→ **Collected data**:
---*---

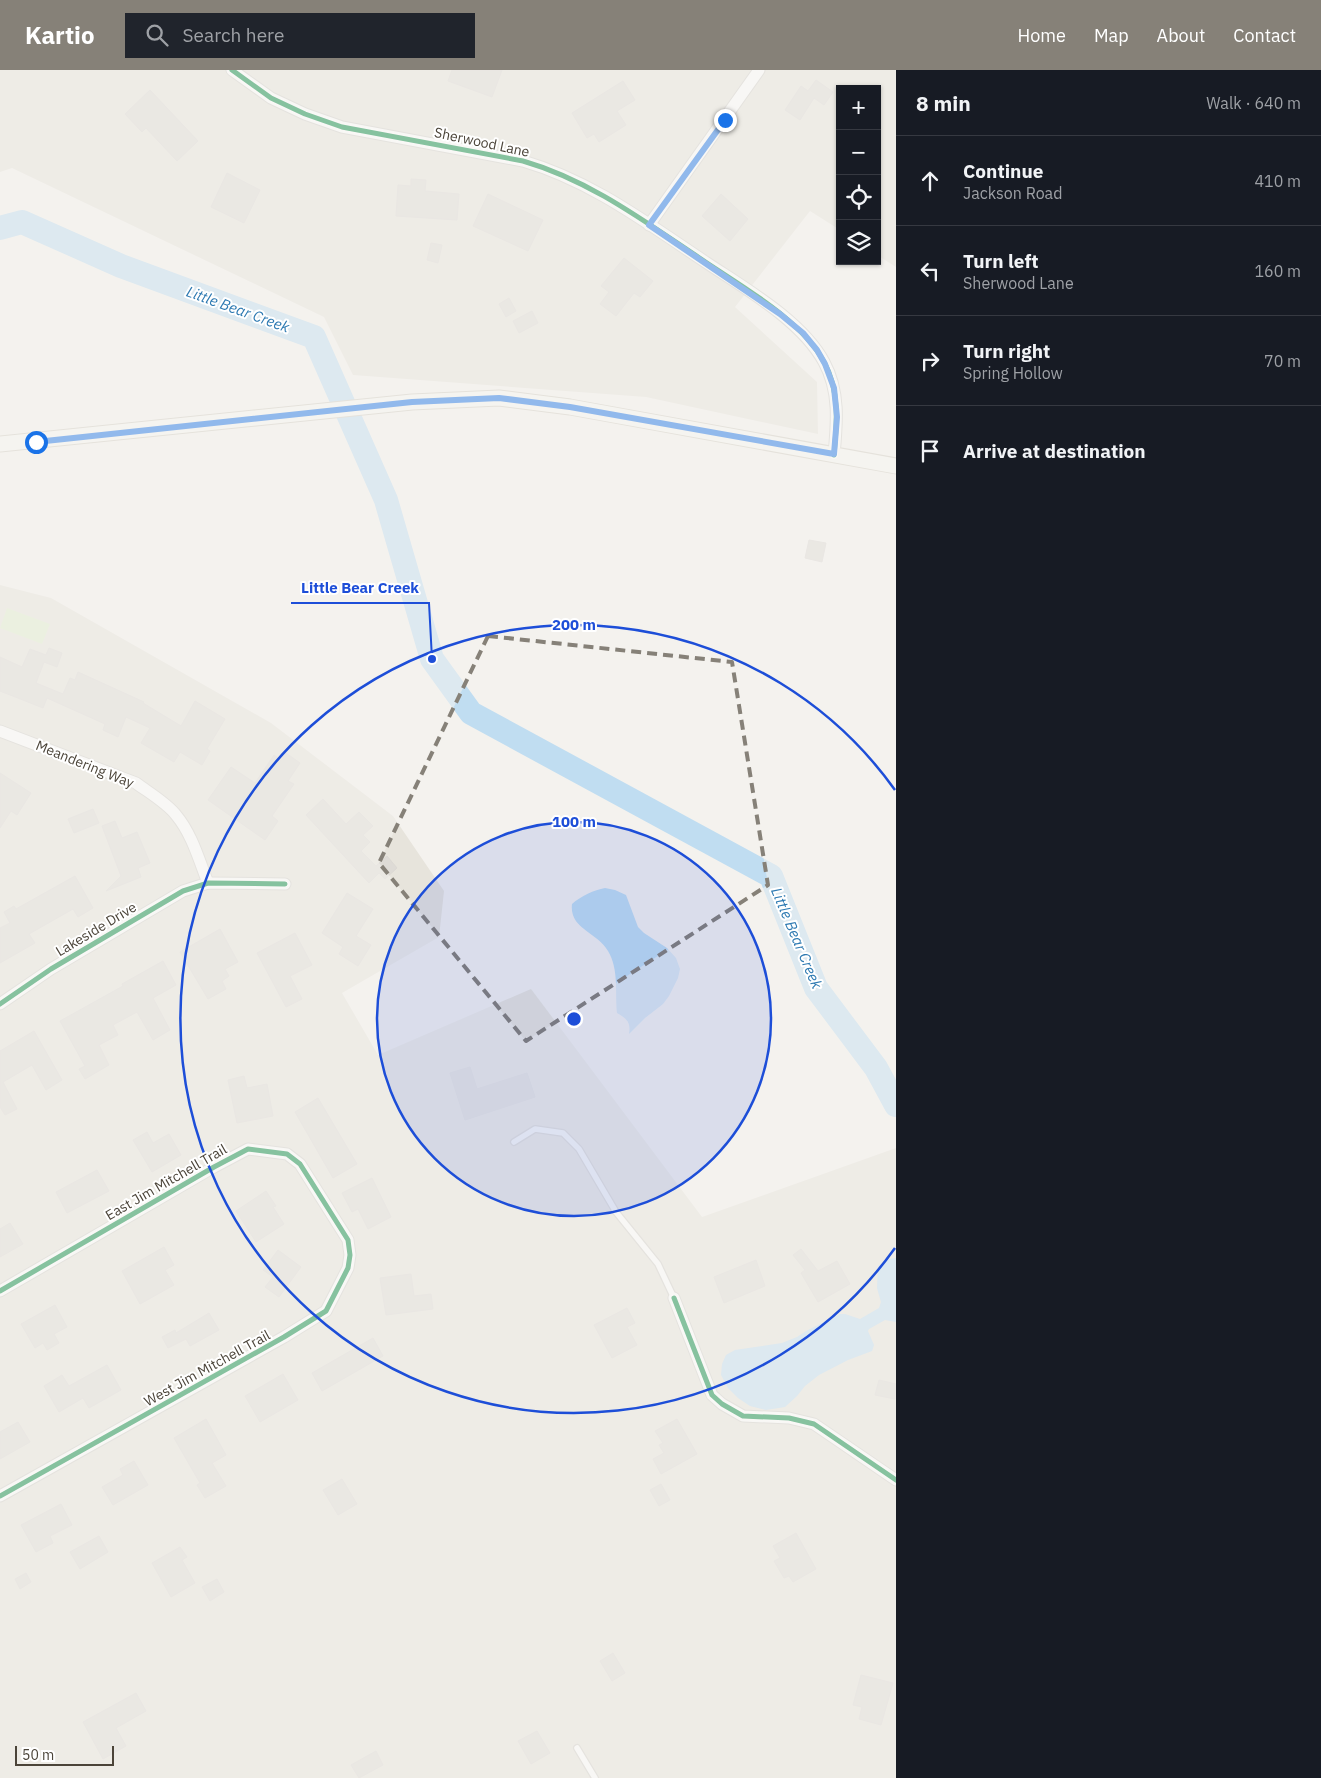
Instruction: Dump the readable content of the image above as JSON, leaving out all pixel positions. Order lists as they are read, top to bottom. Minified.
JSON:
{"streets":{"street":["Sherwood Lane","Meandering Way","Lakeside Drive","East Jim Mitchell Trail","West Jim Mitchell Trail"]},"crossings":[["Meandering Way","Lakeside Drive"],["East Jim Mitchell Trail","West Jim Mitchell Trail"]],"water":["Little Bear Creek"],"places":["Little Bear Creek"],"scale_bar":"50 m","page":{"header":"Kartio","search":"Search here","nav":["Home","Map","About","Contact"],"heading":["8 min","Walk · 640 m"],"map_buttons":["+","−"],"list":[["Continue","Jackson Road","410 m"],["Turn left","Sherwood Lane","160 m"],["Turn right","Spring Hollow","70 m"],"Arrive at destination"],"scale":"50 m"},"rings":["200 m","100 m"]}
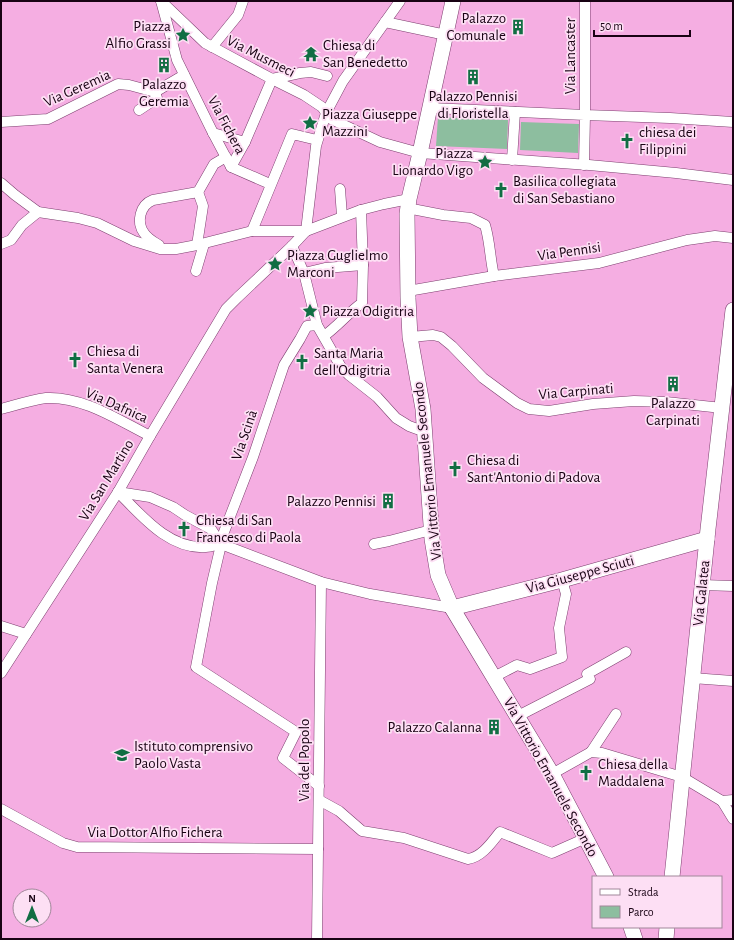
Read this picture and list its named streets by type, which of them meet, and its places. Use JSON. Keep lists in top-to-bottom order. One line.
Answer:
{"streets":{"street":["Via Musmeci","Via Lancaster","Via Geremia","Via Fichera","Via Pennisi","Via Carpinati","Via Dafnica","Via Scinà","Via Vittorio Emanuele Secondo","Via San Martino","Via Giuseppe Sciuti","Via Galatea","Via del Popolo","Via Dottor Alfio Fichera"]},"crossings":[["Via Musmeci","Via Fichera"],["Via Pennisi","Via Vittorio Emanuele Secondo"],["Via Carpinati","Via Vittorio Emanuele Secondo"],["Via Carpinati","Via Galatea"],["Via Dafnica","Via San Martino"],["Via Scinà","Via del Popolo"],["Via Vittorio Emanuele Secondo","Via Giuseppe Sciuti"],["Via Giuseppe Sciuti","Via Galatea"],["Via del Popolo","Via Dottor Alfio Fichera"]],"places":{"building":["Palazzo Comunale","Palazzo Geremia","Palazzo Pennisi di Floristella","Palazzo Carpinati","Palazzo Pennisi","Palazzo Calanna"],"place":["Piazza Alfio Grassi","Piazza Giuseppe Mazzini","Piazza Lionardo Vigo","Piazza Guglielmo Marconi","Piazza Odigitria"],"temple":["Chiesa di San Benedetto"],"church":["chiesa dei Filippini","Basilica collegiata di San Sebastiano","Chiesa di Santa Venera","Santa Maria dell'Odigitria","Chiesa di Sant'Antonio di Padova","Chiesa di San Francesco di Paola","Chiesa della Maddalena"],"school or university":["Istituto comprensivo Paolo Vasta"]},"legend":["Strada","Parco"],"scale_bar":"50 m","north":"top"}
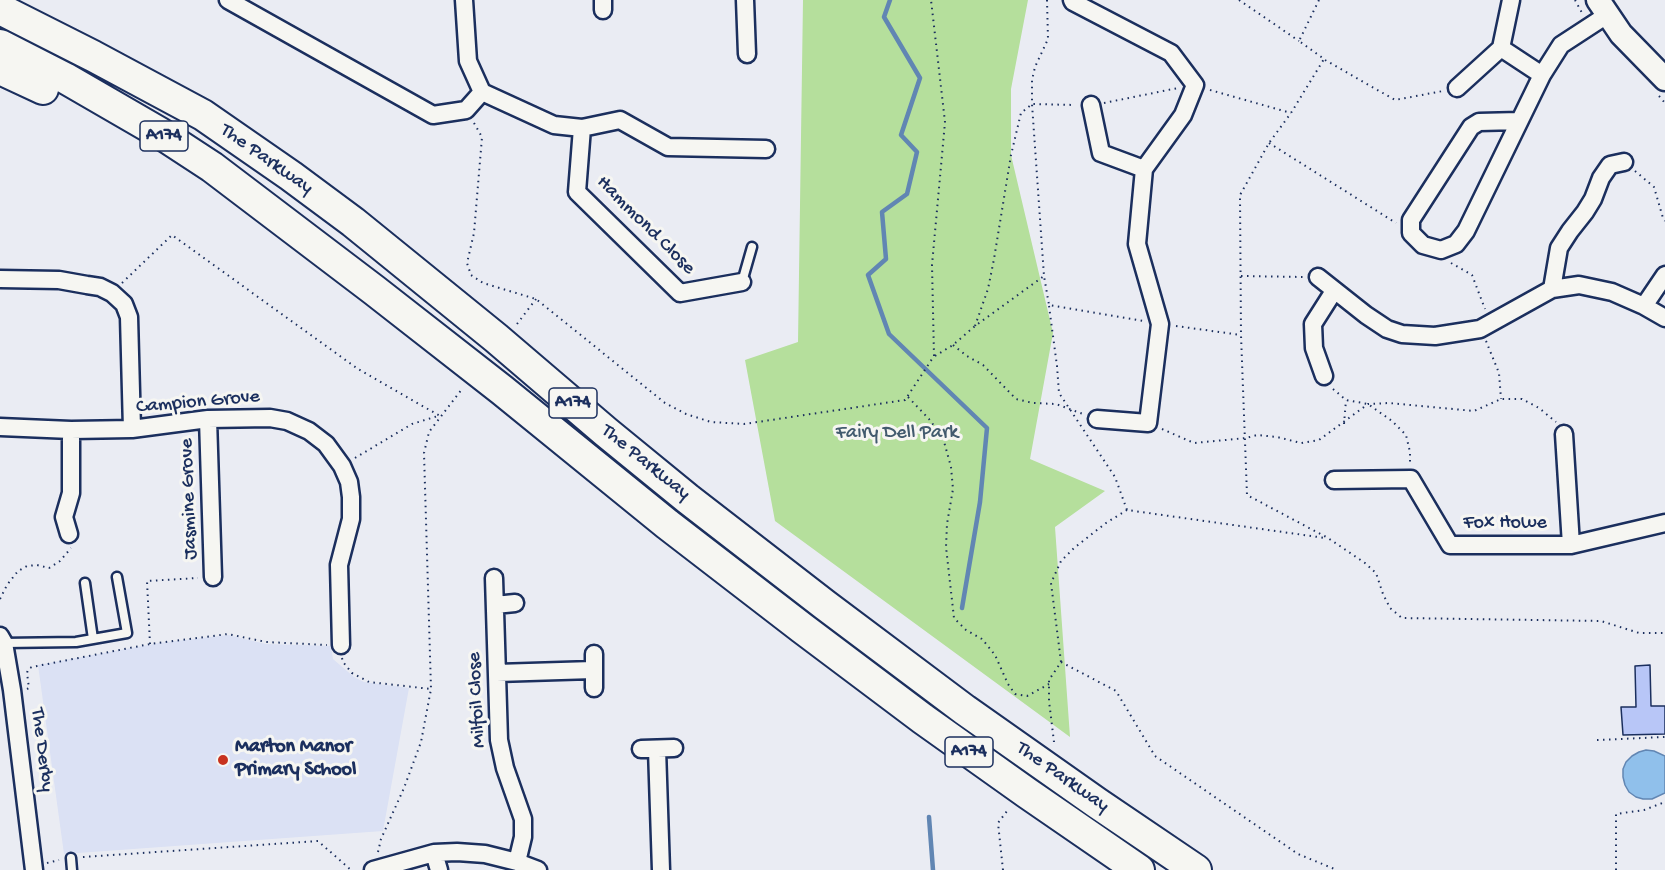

---*---

→ **About this exercise**: Reproduce the data above word for word, but leave the images out.

→ **Result of the task**:
Instruction: Dump the readable content of the image above as JSON, leaving out all pixel positions. Order lists as they are read, top to bottom. Minified.
JSON:
{"streets":{"street":["Sherwood Lane","Meandering Way","Lakeside Drive","East Jim Mitchell Trail","West Jim Mitchell Trail"]},"crossings":[["Meandering Way","Lakeside Drive"],["East Jim Mitchell Trail","West Jim Mitchell Trail"]],"water":["Little Bear Creek"],"places":["Little Bear Creek"],"scale_bar":"50 m","page":{"header":"Kartio","search":"Search here","nav":["Home","Map","About","Contact"],"heading":["8 min","Walk · 640 m"],"map_buttons":["+","−"],"list":[["Continue","Jackson Road","410 m"],["Turn left","Sherwood Lane","160 m"],["Turn right","Spring Hollow","70 m"],"Arrive at destination"],"scale":"50 m"},"rings":["200 m","100 m"]}
Read this picture and list its named streets by type, which of them meet, and its places. Use JSON. Keep lists in top-to-bottom order. One line.
Answer:
{"streets":{"street":["Via Musmeci","Via Lancaster","Via Geremia","Via Fichera","Via Pennisi","Via Carpinati","Via Dafnica","Via Scinà","Via Vittorio Emanuele Secondo","Via San Martino","Via Giuseppe Sciuti","Via Galatea","Via del Popolo","Via Dottor Alfio Fichera"]},"crossings":[["Via Musmeci","Via Fichera"],["Via Pennisi","Via Vittorio Emanuele Secondo"],["Via Carpinati","Via Vittorio Emanuele Secondo"],["Via Carpinati","Via Galatea"],["Via Dafnica","Via San Martino"],["Via Scinà","Via del Popolo"],["Via Vittorio Emanuele Secondo","Via Giuseppe Sciuti"],["Via Giuseppe Sciuti","Via Galatea"],["Via del Popolo","Via Dottor Alfio Fichera"]],"places":{"building":["Palazzo Comunale","Palazzo Geremia","Palazzo Pennisi di Floristella","Palazzo Carpinati","Palazzo Pennisi","Palazzo Calanna"],"place":["Piazza Alfio Grassi","Piazza Giuseppe Mazzini","Piazza Lionardo Vigo","Piazza Guglielmo Marconi","Piazza Odigitria"],"temple":["Chiesa di San Benedetto"],"church":["chiesa dei Filippini","Basilica collegiata di San Sebastiano","Chiesa di Santa Venera","Santa Maria dell'Odigitria","Chiesa di Sant'Antonio di Padova","Chiesa di San Francesco di Paola","Chiesa della Maddalena"],"school or university":["Istituto comprensivo Paolo Vasta"]},"legend":["Strada","Parco"],"scale_bar":"50 m","north":"top"}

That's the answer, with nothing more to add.